Final epoch metrics: accuracy: 0.8677 - loss: 0.3114
Final epoch metrics: accuracy: 0.8678 - loss: 0.3114
Final epoch metrics: accuracy: 0.8678 - loss: 0.3114
Final epoch metrics: accuracy: 0.8678 - loss: 0.3114

Final epoch metrics: accuracy: 0.8697 - loss: 0.3103 - val_accuracy: 0.8482 - val_loss: 0.3664
def predict_sentiment(net, vocab, sequence):
    """Predict the sentiment of a text sequence."""
    sequence = tf.constant(vocab[sequence.split()], dtype=tf.int32)
    sequence = tf.reshape(sequence, (1, -1))
    label = tf.argmax(net(sequence, training=False), axis=1)
    return 'positive' if int(label[0]) == 1 else 'negative'

Predict on new reviews

The final check should classify clearly positive and clearly negative synthetic reviews differently. This is not a full evaluation, but it catches label/order mistakes in the pipeline.
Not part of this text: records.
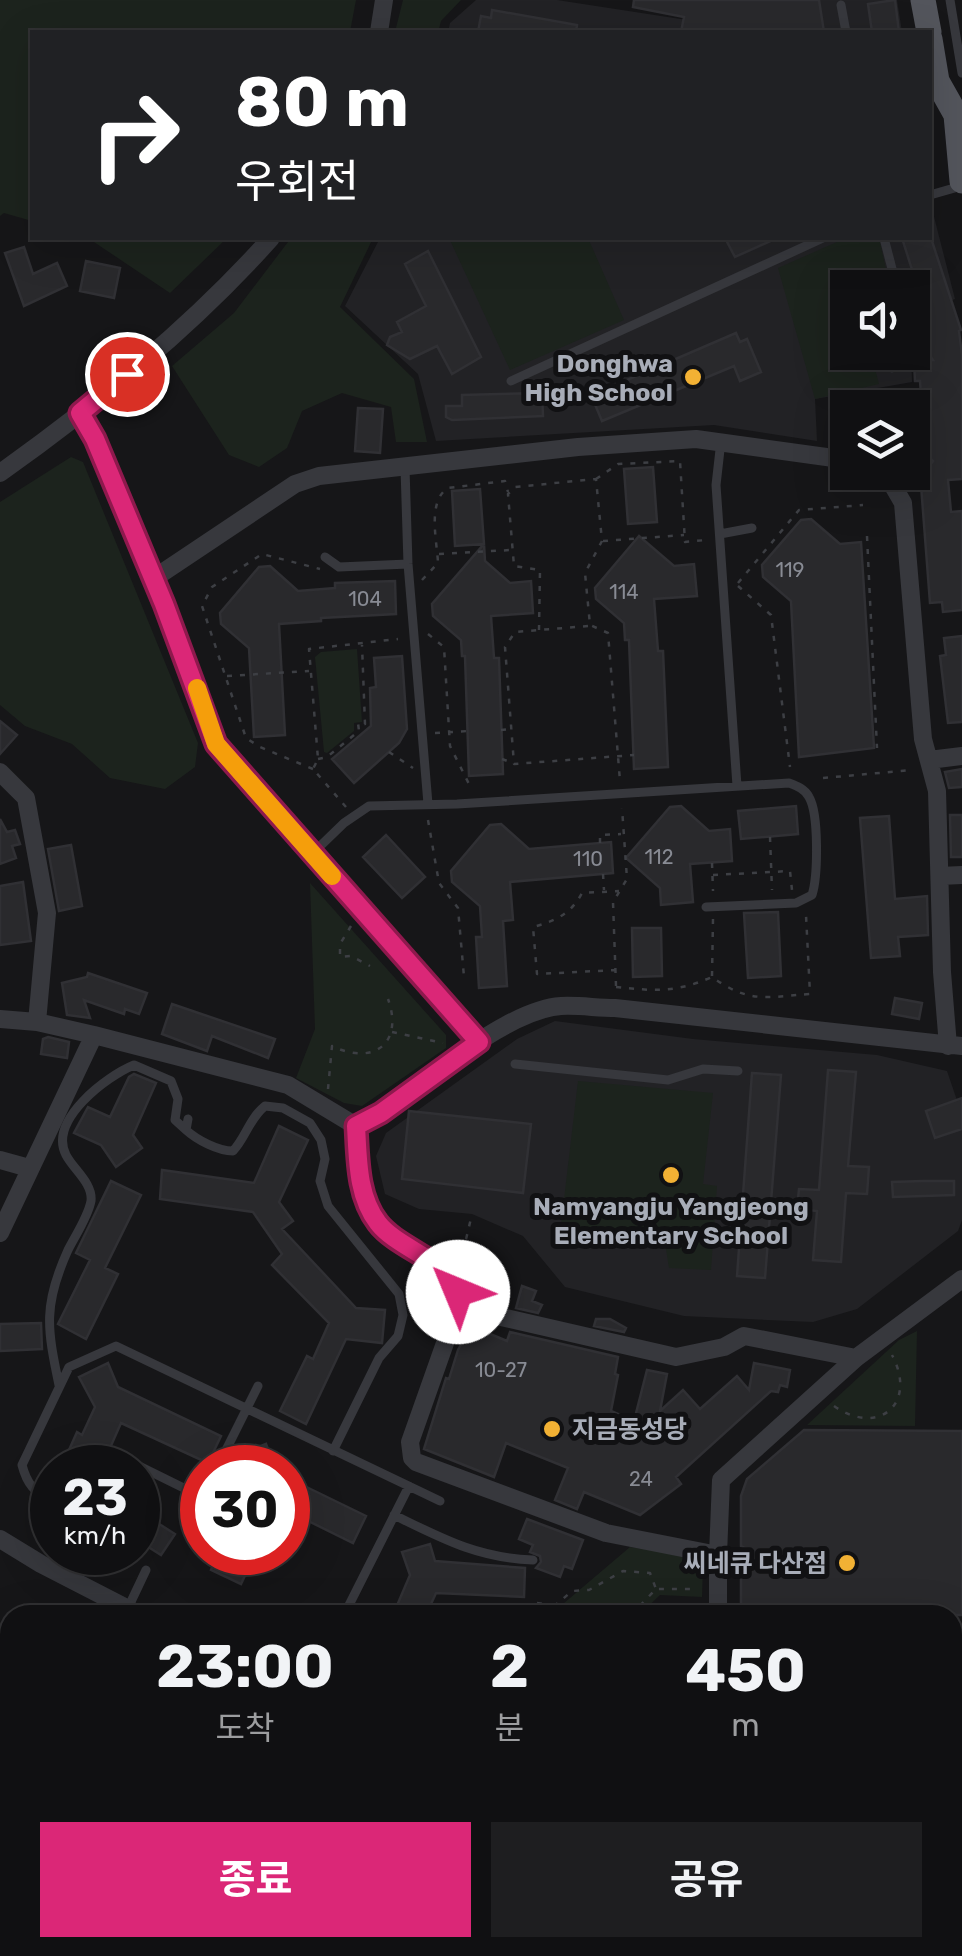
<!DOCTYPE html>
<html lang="ko">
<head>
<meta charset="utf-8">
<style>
	body { margin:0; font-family:Rubik,"Noto Sans KR",sans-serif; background:#1e1e20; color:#f1f3f6; height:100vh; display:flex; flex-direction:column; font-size:38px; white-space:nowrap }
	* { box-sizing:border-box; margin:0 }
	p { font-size:32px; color:#9c9d9f }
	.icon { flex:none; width:55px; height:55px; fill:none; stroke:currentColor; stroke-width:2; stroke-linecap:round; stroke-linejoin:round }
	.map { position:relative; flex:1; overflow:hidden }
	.side { position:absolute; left:0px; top:1605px; width:962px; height:352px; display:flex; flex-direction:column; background:#101012; border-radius:30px 30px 0 0; box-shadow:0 10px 40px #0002,0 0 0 2px #303032 }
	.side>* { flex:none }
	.hud { position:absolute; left:30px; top:30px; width:902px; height:210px; border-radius:0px; box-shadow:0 10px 40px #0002,0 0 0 2px #303032; background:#202124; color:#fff; overflow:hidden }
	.controls { position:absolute; left:830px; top:270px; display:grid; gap:20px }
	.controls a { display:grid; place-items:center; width:100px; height:100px; border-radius:0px; background:#101012; box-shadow:0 10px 40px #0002,0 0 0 2px #303032; font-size:50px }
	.speed { position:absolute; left:30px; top:1445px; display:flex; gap:20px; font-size:50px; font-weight:700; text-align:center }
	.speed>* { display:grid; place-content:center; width:130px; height:130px; border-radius:50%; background:#101012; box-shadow:0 10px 40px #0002,0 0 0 2px #303032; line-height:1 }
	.speed small { font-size:25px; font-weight:400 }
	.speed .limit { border:15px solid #d22; background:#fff; color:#111 }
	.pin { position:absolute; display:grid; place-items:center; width:85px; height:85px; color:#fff; margin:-42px; border:5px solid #fff; border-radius:50%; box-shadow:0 2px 10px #0007 }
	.me { position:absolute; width:110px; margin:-55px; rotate:315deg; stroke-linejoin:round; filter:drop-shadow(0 0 8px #0008) }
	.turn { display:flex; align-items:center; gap:35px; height:210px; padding:0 40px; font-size:45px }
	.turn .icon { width:130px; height:130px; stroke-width:2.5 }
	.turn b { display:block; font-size:70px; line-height:85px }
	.eta { display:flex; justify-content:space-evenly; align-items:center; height:170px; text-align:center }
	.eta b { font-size:60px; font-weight:700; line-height:70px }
	.primary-button { display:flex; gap:20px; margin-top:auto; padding:20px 40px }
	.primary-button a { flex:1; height:115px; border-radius:0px; background:#db2777; color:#fff; font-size:40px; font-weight:700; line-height:115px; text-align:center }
	.primary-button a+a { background:#1e1e20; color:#f1f3f6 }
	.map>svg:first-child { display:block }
</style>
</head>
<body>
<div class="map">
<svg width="962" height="1956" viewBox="0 0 962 1956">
	<rect width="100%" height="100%" fill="#161618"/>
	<!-- built -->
	<path fill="#222225" d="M476,0H557L713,24L723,0H897L902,32H448L450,23Z
		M930,201L955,299L914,314L913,319L912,288H848V352L911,353L912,382L815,399L817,441L714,425L436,441L418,374L345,306L380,238H930Z
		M555,1021L693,1039L877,1055L947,1071L962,1115V1220L958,1231L857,1309L813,1322L684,1316L565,1287L523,1236L472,1214L419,1209L385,1194L376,1156L386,1133L517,1039Z"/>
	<!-- green -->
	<path fill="#1c231d" d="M0,0H356L350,32H32V221L4,213L0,216Z
		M403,0H461L441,21L438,32H395Z
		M88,238H227L170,293Z
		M291,238H373L340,307L414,379L427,442H396L391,407L342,393L302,411L287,448L259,467L229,455L172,366L234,313Z
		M449,238H588L624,320L510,370Z
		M846,238H879L890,287L848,288V352L871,353L879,384L815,399L778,268Z
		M71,457L83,462L198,743L195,767L165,789L110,778L72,744L25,726L0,705V502Z
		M357,649L362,722L354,723V731L327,753L324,752L315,657L321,652Z
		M310,883L446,1035V1048L362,1106L344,1103L296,1078L315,1029Z
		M578,1081L713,1093L703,1184L717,1186L711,1270L669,1268L666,1249L560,1233Z
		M917,1331L915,1426L807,1425L899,1340Z
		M630,1547L693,1556L703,1567L702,1597L660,1595L639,1615H550Z"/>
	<!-- building -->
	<path fill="#29292c" stroke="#303034" stroke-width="2.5" d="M634,0H819L824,32H681L684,17L633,7Z
		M895,0L899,32H872L868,4Z
		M492,10L577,25L576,32H478L481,16L491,18Z
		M725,238H777L735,257Z
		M902,238H931L961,330L959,331L962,355V479L948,480L951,512L962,511V610L943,612L942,602L930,603L921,485H927L926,470L933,461L925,453L920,381H915L914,361L933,360L914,331L928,320Z
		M24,247L33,274L57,263L67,286L24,306L5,253Z
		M428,251L481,357L452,374L437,346L410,359L387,345L390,337L402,332L397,322L426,306L405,264Z
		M86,261L120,268L114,298L80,291Z
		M736,333L740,342L747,339L761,372L740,381L734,366L602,421L594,402L601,398L599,392Z
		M542,393L543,416L452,420L446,417V406H462V395Z
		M358,408L383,409L380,453L355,451Z
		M653,467L657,522L628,524L624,469Z
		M480,489L484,544L455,546L452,491Z
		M811,519L840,544L861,542L874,748L799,757L791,601L763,577L762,565L801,520Z
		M639,536L674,566L694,564L697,596L654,599L658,651H663L668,767L634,769L629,640H625L624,623L596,599L595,588Z
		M484,544L485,561L510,583L531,581L533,613L491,616L494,658H499L503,774L469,776L465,656H462L461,640L433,616L432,604Z
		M270,566L298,591L335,588V583L395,581L396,614L321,618V621L279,624L285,735L254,737L249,648L221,624L220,613L259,567Z
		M962,636V722L948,723L940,656L946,655L944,638Z
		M402,656L407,729L399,743L354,783L332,759L371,726L370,688L376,687L374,658Z
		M0,721L17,735L0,754Z
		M962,769V787L949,788L945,772Z
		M681,806L709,831L730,829L732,861L690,864L693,902L661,905L660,888L626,858L670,807Z
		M796,806L798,834L741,839L738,811Z
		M950,815H962V857H951Z
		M889,816L895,899L927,896L928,935L898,937L900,956L871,958L860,818Z
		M0,819L7,832L15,830L20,844L12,846L16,858L0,864Z
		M501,824L529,849L611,842L613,873L510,882L513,920L503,921L507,986L479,988L476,937H482L480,906L452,882L451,871L490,825Z
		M386,835L425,877L402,898L363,857Z
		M71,845L82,906L59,911L48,849Z
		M23,882L31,941L0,945V886Z
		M778,912L781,976L748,978L744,913Z
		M632,928H661L662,976L633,977Z
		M88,973L147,993L139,1014L125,1009L124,1014L84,1000L90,1018L67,1015L62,983L87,977Z
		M895,998L922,1003L919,1019L892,1014Z
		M172,1004L275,1039L268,1058L212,1036L207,1051L162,1034Z
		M48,1037L69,1042L67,1058L41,1054L43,1039Z
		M828,1070L856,1072L848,1166L869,1167L867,1194L846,1193L841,1262L813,1260L817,1211L797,1209L799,1189L819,1190Z
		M752,1073L781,1075L765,1278L737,1276Z
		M134,1074L156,1083L133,1135L142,1148L116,1167L101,1145L74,1133L88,1107L110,1117L129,1077Z
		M962,1098V1129L935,1138L926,1111Z
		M409,1111L531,1124L523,1193L402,1179Z
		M279,1126L308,1140L279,1202L293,1221L282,1229L356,1308L385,1310L382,1343L346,1339L306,1424L280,1411L307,1356L313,1359L329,1323L272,1265L282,1254L253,1212L160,1199L162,1170L254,1183Z
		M111,1181L141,1195L105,1268L118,1274L86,1339L58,1324L90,1260L76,1253Z
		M923,1181H954V1195L893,1197L892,1182Z
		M483,1273L499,1279L491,1303L473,1301Z
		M522,1286L536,1291L532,1301L542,1305L538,1313L516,1308Z
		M596,1319H610L626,1328L624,1332L594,1326Z
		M41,1323L42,1349L0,1351V1324Z
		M471,1326L507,1341L510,1332L618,1357L615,1374L618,1375L611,1411L634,1421L647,1370L667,1374L660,1411L683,1390L700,1409L737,1376L749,1390L754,1363L790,1370L787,1387L780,1385L778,1392L771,1391L676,1477L681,1484L640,1515L584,1492L577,1509L555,1500L568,1468L506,1443L494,1477L424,1449L446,1378L449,1379L458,1350Z
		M108,1363L118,1387L221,1436L208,1463L121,1423L110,1448L105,1446L95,1468H61L77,1432L82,1435L95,1407L79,1377Z
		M804,1430L962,1431V1615H741V1562L749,1555L747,1549L741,1546V1496L747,1479Z
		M266,1444L275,1468H244L238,1455Z
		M288,1478L366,1516L353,1543L288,1511Z
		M527,1519L583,1540L572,1569L564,1566L560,1577L536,1568L541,1562L540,1556L530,1552L533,1545L519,1539Z
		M156,1522L175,1534L161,1555L142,1543Z
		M430,1544L435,1561L525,1568L524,1597L436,1593L426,1615H393L410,1575L402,1552Z
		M219,1552H256L241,1584L211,1570Z"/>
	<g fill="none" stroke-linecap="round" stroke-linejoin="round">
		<!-- path -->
		<path stroke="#3d3f44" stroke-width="2.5" stroke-dasharray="5 8" stroke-linecap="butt" d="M596,479L618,464L680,461L685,542L706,540
			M867,536L877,748
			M603,541L684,535
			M439,554L511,550
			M422,580L438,563C437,541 427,501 448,488L505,481L508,492
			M738,583L799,510L863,505
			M738,586L771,615L790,767
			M588,626L515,632L505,647L514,764L634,755
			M539,630L540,570L514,566L508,494L515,487L596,479L602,541L585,573L590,625L608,633L620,781
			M428,634L444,647L450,746L471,788
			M227,676L309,671
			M501,730L510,729
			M435,733L468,731
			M389,752L413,768
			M318,759L327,757L359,731L358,723L365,724L362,645
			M502,759L513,763
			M313,769L260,747L246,738L202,606L212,587L262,554L320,569
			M823,778L912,770
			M346,807L313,769L318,759L309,649L398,639
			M428,820L439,883L458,908L464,977
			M770,837L772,890
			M600,843V835L621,834
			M712,863L713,891
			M603,874L604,890
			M713,875L790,871L792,890
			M351,926L340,944V957L351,956L370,966
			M616,970L537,974L533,927C555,921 571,914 582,893L619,891
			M712,976L713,919
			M616,986L613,902L627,879L622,808
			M616,987C655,991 675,993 712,977C750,1004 766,997 810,994L806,915
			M392,1032L443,1043
			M328,1089L332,1046C373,1066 404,1044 388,999
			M469,1269L474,1256L463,1252L472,1214
			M834,1406C878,1437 918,1404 892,1355
			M537,1603L555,1606
			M544,1615L572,1591L589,1590L623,1571L650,1573L656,1589
			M631,1615L656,1589H696"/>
		<!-- lane -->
		<path stroke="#37383d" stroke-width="9" d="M950,0L962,73
			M841,5L846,32
			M930,195L961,186
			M884,238L897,288
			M888,352L892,368
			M511,381L823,238
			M721,441L716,485L737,786
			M912,467L925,461
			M405,468L408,564L428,804
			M720,534L752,528
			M325,557L339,567L408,564
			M313,853L344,823L369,806L457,804L789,783C797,786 805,789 809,797C819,814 818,876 812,895L796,903L706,907
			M515,1064L668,1080L703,1069L738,1071
			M188,1119L186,1130C197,1140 218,1151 233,1151C246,1137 249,1119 265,1106L283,1108L310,1123L321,1140L325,1159L320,1181L328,1206L399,1294L403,1315L398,1336L379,1358L333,1451
			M59,1385C47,1328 43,1305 68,1250C75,1236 88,1217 91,1201C93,1183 73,1169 66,1155C48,1120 107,1076 134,1065L171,1081L178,1099L175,1120L186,1130
			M123,1468L137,1465L202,1497
			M217,1468L258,1386
			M52,1501C34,1492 27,1484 22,1465L69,1367L116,1346L440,1501
			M394,1515C443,1539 478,1558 533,1560
			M194,1535L202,1518
			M718,1555L741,1554
			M128,1608L146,1570
			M344,1615L409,1486
			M0,1698L10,1700"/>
		<!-- street -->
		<path stroke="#37383d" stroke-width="18" d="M379,32L384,0
			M81,413L95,439L165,604L216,744L479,1043
			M885,472L903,503L923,739L937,791L942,972L948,1046
			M0,473C97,404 192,327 271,238
			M153,579L295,484L319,476L578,447L696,439L848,460
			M929,760L962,756
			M0,772L26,798L47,913L37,1022L94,1035
			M940,876L962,875
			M0,1019L37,1022
			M356,1126C413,1095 501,1010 561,1006C579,1005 597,1008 615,1008L962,1046
			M0,1160L29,1168
			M0,1233L94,1035L288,1085L356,1126C359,1182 361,1215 410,1249C425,1260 443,1268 455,1281L456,1312L410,1442L412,1458L416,1462L606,1533L718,1555L721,1480L856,1358L962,1279
			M456,1312L501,1317L676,1357L724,1347L744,1336L856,1358
			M0,1539L41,1564L140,1615
			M718,1615V1555
			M952,1723H962
			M0,1907H10
			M311,1948V1956
			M719,1956V1948"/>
		<!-- primary -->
		<path stroke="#53555c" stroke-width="25" d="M923,0L929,32
			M930,39L937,81L956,115L962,181"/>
	</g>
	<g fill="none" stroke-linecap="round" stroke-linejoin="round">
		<!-- route casing -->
		<g stroke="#8e194d" stroke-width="25">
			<path id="route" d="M127,374L80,413L95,439L164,604L216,744L479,1042L381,1113L356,1126C358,1158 357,1196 378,1223C398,1249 451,1262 458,1292"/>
		</g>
		<!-- route -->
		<use href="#route" stroke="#db2777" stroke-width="18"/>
		<!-- slow -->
		<path stroke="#f59e0b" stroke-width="18" d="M197,688L216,744L332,876"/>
	</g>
	<!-- markers -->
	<g fill="#f2b134" stroke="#111113" stroke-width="4">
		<circle cx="693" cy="377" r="10"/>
		<circle cx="671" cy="1175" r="10"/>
		<circle cx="552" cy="1429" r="10"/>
		<circle cx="847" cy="1563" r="10"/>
	</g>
	<g text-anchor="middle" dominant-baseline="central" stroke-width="10" stroke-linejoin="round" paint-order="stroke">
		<!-- number labels -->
		<g font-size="20" fill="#888b94">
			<text x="790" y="570">119</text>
			<text x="624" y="592">114</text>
			<text x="365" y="599">104</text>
			<text x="659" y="857">112</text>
			<text x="588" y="859">110</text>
			<text x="501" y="1370">10-27</text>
			<text x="641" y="1479">24</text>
		</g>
		<!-- poi labels -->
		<g font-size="25" font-weight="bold" fill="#a8adb8" stroke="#111113" text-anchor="end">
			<text x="673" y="363">Donghwa<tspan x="673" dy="29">High School</tspan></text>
			<text x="671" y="1206" text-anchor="middle">Namyangju Yangjeong<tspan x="671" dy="29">Elementary School</tspan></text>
			<text x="572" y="1429" text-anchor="start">지금동성당</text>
			<text x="827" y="1563">씨네큐 다산점</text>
		</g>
	</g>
</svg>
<div class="controls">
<a><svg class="icon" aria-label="sound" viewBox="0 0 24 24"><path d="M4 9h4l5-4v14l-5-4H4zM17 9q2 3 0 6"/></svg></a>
<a><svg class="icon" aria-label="layers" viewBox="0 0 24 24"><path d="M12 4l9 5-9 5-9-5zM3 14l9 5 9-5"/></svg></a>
</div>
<div class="speed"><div>23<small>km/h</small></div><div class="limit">30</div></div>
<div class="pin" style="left:127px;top:374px;background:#d93025"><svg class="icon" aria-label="arrive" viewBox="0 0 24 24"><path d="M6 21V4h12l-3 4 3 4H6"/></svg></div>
<svg class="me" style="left:458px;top:1292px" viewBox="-20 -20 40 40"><circle r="19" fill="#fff"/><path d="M0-13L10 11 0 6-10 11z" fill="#db2777"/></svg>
<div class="hud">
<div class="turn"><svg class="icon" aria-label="right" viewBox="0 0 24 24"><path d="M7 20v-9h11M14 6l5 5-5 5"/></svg><div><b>80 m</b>우회전</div></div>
</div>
<section class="side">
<div class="eta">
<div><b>23:00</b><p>도착</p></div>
<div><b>2</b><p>분</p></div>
<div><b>450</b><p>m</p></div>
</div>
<div class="primary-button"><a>종료</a><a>공유</a></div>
</section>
</div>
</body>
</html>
predict_sentiment(net, vocab, 'this movie is so great')
'positive'
predict_sentiment(net, vocab, 'this movie is so bad')
'negative'

Recap

  • BiLSTM-on-GloVe: a strong pre-Transformer baseline for text classification.
  • Pretrained embeddings carry general-purpose word semantics; LSTM specializes for sentiment.
  • Easily beaten today by fine-tuned BERT, but a clean template for sequence-to-label tasks more broadly.